About Robert R. Wilson
Fermilab's founding director from 1967-78, Robert Rathbun Wilson, defined the Lab's research program, facilities, and aesthetics. Born in Frontier, Wyoming, Wilson responded to his western training ground as a curious investigator and observer. He began his career at the forefront physics laboratories of Berkeley and Princeton, leading to his recruitment as the youngest researcher in Los Alamos, where he served as leader of the cyclotron group and head of the experimental nuclear physics division, and also mayor of the town. Following a brief period at Harvard, Wilson went to Cornell where his mastery of experimental elementary particle physics and accelerator design was demonstrated in the successful projects of the Newman Laboratory of Nuclear Studies.
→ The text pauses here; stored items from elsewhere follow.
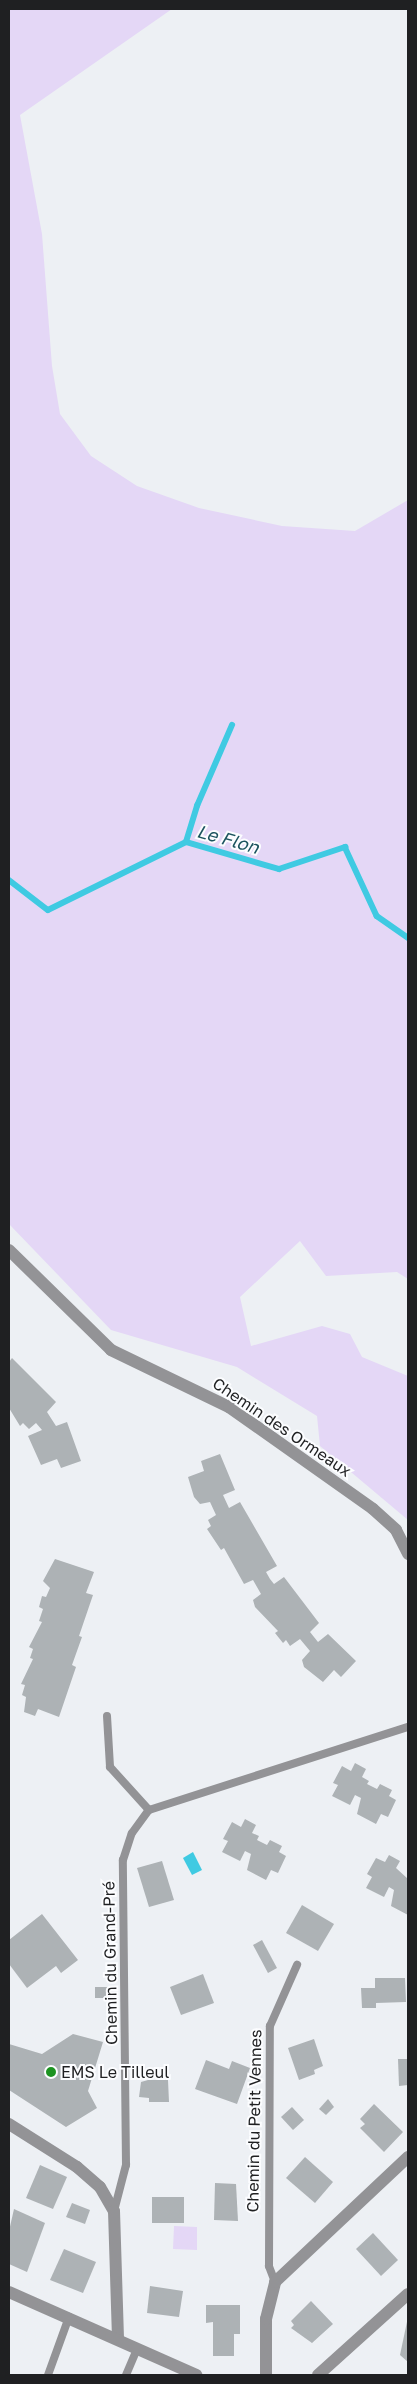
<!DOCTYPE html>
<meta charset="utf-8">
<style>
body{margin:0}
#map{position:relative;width:417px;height:2384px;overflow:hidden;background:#edf0f4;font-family:"Golos Text",sans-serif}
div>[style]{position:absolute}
.green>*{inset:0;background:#e4d7f6}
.water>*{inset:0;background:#3fcae2}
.stream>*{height:5.5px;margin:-2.75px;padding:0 2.75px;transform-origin:2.75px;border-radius:2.75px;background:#3fcae2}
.building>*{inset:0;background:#adb2b5}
.service>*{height:8px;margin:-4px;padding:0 4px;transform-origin:4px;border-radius:4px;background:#939396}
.minor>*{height:12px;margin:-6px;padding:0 6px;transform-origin:6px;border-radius:6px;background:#939396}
.dots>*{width:14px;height:14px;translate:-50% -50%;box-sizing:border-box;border:2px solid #fcfdff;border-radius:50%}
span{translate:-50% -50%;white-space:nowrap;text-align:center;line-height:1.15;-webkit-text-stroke:4px #fcfdff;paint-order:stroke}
.street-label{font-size:16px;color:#1f2022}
.poi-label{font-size:16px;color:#1f2022}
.left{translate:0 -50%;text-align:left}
.water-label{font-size:18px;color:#1c545f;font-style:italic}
.frame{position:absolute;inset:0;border:10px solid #1f2022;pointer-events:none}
</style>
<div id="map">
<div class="green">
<div style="clip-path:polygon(9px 9px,172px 9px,20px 115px,42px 234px,52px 366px,60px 414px,91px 456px,137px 486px,199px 508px,282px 526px,355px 531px,408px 500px,408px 1279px,397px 1272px,326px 1276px,300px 1241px,240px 1297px,251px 1346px,322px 1326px,350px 1334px,362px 1357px,408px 1376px,408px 1520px,320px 1446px,317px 1416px,237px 1367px,111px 1330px,9px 1224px)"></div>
<div style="clip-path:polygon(174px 2226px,197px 2227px,197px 2250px,173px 2249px)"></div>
</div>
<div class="water">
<div style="clip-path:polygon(193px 1852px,202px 1870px,192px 1875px,183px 1858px)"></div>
</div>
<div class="stream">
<div style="left:186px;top:842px;width:38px;rotate:-73deg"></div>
<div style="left:197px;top:806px;width:88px;rotate:-66.6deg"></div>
<div style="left:9px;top:880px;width:49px;rotate:37.6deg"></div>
<div style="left:48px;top:910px;width:154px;rotate:-26.2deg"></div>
<div style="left:186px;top:842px;width:97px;rotate:16.2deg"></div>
<div style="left:279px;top:869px;width:70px;rotate:-18.4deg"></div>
<div style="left:345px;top:847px;width:76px;rotate:65.1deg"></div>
<div style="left:377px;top:916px;width:38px;rotate:35deg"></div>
</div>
<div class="building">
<div style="clip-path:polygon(12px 1358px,56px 1402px,47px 1412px,56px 1426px,67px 1422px,81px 1461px,61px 1468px,57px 1459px,41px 1465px,28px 1436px,42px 1430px,36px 1423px,29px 1429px,23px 1423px,20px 1426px,9px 1408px,9px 1362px)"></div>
<div style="clip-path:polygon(220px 1454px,235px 1490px,223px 1495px,229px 1508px,240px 1502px,277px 1566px,266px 1572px,270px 1579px,274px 1584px,284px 1577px,319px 1623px,310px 1632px,318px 1642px,328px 1634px,356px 1661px,341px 1677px,334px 1670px,323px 1682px,304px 1667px,302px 1660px,310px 1651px,300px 1639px,290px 1646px,286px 1640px,283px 1643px,275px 1633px,278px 1631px,255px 1607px,253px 1600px,261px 1594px,253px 1580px,244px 1584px,224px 1548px,221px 1550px,207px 1529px,211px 1526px,208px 1520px,216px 1515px,210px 1502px,200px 1504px,194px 1497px,188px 1477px,204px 1471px,201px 1461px)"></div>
<div style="clip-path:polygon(55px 1559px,94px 1572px,86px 1593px,93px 1595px,79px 1636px,82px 1637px,72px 1665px,76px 1667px,59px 1717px,38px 1709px,35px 1716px,24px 1712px,26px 1697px,22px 1695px,25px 1685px,21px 1684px,33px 1659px,30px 1658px,33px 1649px,29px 1647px,42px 1622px,39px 1621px,43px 1609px,39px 1607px,42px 1596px,46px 1597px,50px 1588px,43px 1581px)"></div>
<div style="clip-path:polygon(355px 1763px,366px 1769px,362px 1777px,369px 1781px,367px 1784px,377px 1789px,380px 1784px,392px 1790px,389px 1796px,396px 1800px,388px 1817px,381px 1814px,376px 1824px,357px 1814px,361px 1798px,355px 1795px,350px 1805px,332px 1796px,338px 1785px,333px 1783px,342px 1766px,351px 1771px)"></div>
<div style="clip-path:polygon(245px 1819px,256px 1825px,252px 1833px,259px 1836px,257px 1840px,267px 1845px,270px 1840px,282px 1846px,279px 1852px,286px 1856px,278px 1873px,271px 1870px,266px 1880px,247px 1870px,251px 1854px,245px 1851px,240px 1861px,222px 1852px,228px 1841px,223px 1839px,232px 1822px,241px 1827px)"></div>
<div style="clip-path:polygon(389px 1855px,400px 1861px,396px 1868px,408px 1879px,408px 1915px,391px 1906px,394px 1890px,389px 1887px,384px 1897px,366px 1888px,372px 1877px,367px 1874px,376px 1858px,385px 1862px)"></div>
<div style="clip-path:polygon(162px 1861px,174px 1900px,149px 1907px,137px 1868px)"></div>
<div style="clip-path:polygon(302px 1905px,334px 1924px,318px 1951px,286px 1933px)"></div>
<div style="clip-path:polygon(42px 1914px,78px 1960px,61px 1973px,56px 1966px,27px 1988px,9px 1964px,9px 1940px)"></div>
<div style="clip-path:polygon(262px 1940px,277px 1968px,268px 1973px,253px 1945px)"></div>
<div style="clip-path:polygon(203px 1974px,214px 2003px,181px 2015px,170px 1987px)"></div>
<div style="clip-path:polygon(375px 1978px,405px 1978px,406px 2002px,376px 2003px,376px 2008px,362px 2008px,361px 1988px,375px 1988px)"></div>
<div style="clip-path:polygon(95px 1987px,110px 1987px,110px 1998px,95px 1998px)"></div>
<div style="clip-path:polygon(73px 2034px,103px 2042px,88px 2091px,97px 2108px,66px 2127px,9px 2090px,9px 2044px,42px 2054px)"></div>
<div style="clip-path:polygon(314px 2039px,323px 2066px,314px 2070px,315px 2074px,299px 2080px,288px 2048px)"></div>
<div style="clip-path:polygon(398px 2059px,408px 2059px,408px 2085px,399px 2086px)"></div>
<div style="clip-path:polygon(206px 2060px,229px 2069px,232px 2061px,250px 2068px,237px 2104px,195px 2089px)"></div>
<div style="clip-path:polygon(148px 2080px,168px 2080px,169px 2102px,149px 2102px,149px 2098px,139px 2097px,141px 2082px)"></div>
<div style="clip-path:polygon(328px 2099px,334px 2107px,326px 2115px,319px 2109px)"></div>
<div style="clip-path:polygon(374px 2104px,403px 2132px,384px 2152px,360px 2128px,365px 2124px,360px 2119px)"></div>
<div style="clip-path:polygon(292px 2107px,304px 2120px,293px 2130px,281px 2117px)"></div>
<div style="clip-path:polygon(305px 2157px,333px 2182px,315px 2203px,286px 2178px)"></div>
<div style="clip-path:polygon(40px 2165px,67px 2177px,53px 2209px,26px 2198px)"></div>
<div style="clip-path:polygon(215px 2183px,236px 2184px,238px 2221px,214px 2220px)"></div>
<div style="clip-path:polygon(152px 2197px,184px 2197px,184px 2223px,152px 2223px)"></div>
<div style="clip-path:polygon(72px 2203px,90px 2210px,85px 2224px,66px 2217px)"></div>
<div style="clip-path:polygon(14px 2209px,45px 2223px,27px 2272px,9px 2264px,9px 2231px)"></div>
<div style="clip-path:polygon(373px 2233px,398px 2260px,381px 2276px,356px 2249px)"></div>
<div style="clip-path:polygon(64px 2249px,96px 2262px,83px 2293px,50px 2280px)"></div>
<div style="clip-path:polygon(150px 2286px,183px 2291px,179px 2317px,147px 2313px)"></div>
<div style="clip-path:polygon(311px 2301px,333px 2324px,312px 2343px,291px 2328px,294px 2325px,291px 2321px)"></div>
<div style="clip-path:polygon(206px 2305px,240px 2305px,240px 2334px,234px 2334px,234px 2356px,213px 2356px,213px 2322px,206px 2323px)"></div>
<div style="clip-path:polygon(408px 2317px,408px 2362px,400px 2355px)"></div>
</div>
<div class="service">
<div style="left:107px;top:1716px;width:51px;rotate:86.6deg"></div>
<div style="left:110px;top:1767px;width:58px;rotate:47.8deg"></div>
<div style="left:114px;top:2211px;width:48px;rotate:-75.4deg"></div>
<div style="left:126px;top:2165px;width:305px;rotate:-90.6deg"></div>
<div style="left:123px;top:1860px;width:28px;rotate:-72deg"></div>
<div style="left:132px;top:1833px;width:29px;rotate:-54deg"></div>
<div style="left:149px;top:1810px;width:272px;rotate:-17.8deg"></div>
<div style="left:275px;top:2282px;width:17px;rotate:-111deg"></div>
<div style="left:269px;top:2266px;width:240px;rotate:-89.8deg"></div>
<div style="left:270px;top:2026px;width:67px;rotate:-66.1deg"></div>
<div style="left:48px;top:2375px;width:62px;rotate:-70.1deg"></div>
<div style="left:126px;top:2375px;width:28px;rotate:-67deg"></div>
</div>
<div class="minor">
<div style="left:9px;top:1250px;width:143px;rotate:44.4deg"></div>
<div style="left:111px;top:1350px;width:131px;rotate:25.8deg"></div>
<div style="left:229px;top:1407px;width:176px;rotate:35.3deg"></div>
<div style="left:373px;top:1509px;width:31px;rotate:42deg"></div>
<div style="left:396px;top:1530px;width:27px;rotate:63deg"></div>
<div style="left:9px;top:2124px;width:80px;rotate:32.3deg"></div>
<div style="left:77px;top:2167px;width:30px;rotate:41deg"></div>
<div style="left:100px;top:2187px;width:28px;rotate:60deg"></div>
<div style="left:114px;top:2211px;width:128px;rotate:88.2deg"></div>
<div style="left:9px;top:2292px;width:205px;rotate:23.9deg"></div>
<div style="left:266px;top:2375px;width:56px;rotate:-90deg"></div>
<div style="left:266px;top:2319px;width:38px;rotate:-76deg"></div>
<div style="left:275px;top:2282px;width:183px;rotate:-43.2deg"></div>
<div style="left:318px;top:2375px;width:121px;rotate:-42deg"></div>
</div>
<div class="dots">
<div style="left:51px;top:2072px;background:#1c9321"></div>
</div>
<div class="street-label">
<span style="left:282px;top:1427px;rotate:34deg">Chemin des Ormeaux</span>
<span style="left:110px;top:1963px;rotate:-91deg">Chemin du Grand-Pré</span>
<span style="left:254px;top:2121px;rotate:-89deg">Chemin du Petit Vennes</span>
</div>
<div class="poi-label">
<span class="left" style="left:61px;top:2072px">EMS Le Tilleul</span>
</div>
<div class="water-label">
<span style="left:228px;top:839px;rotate:16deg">Le Flon</span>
</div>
<div class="frame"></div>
</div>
Wilson--physicist, architect, artist, sculptor, and writer--put his personal stamp on every aspect of Fermilab. In addition to creating Fermilab's frontier research capabilities with the Main Ring, he had the Laboratory's buildings painted in bright primary colors, patterned his design for the Laboratory's high-rise headquarters after a cathedral in Beauvais, France, protected the Lab's open space and established a herd of American bison at the Laboratory. As part of his utopian vision for Fermilab, Wilson made a radical (and successful) appeal to the 1969 Congressional Joint Committee on Atomic Energy to fund the Lab's peaceful high-energy physics research: "It has nothing to do directly with defending our country," he said, "except to make it worth defending."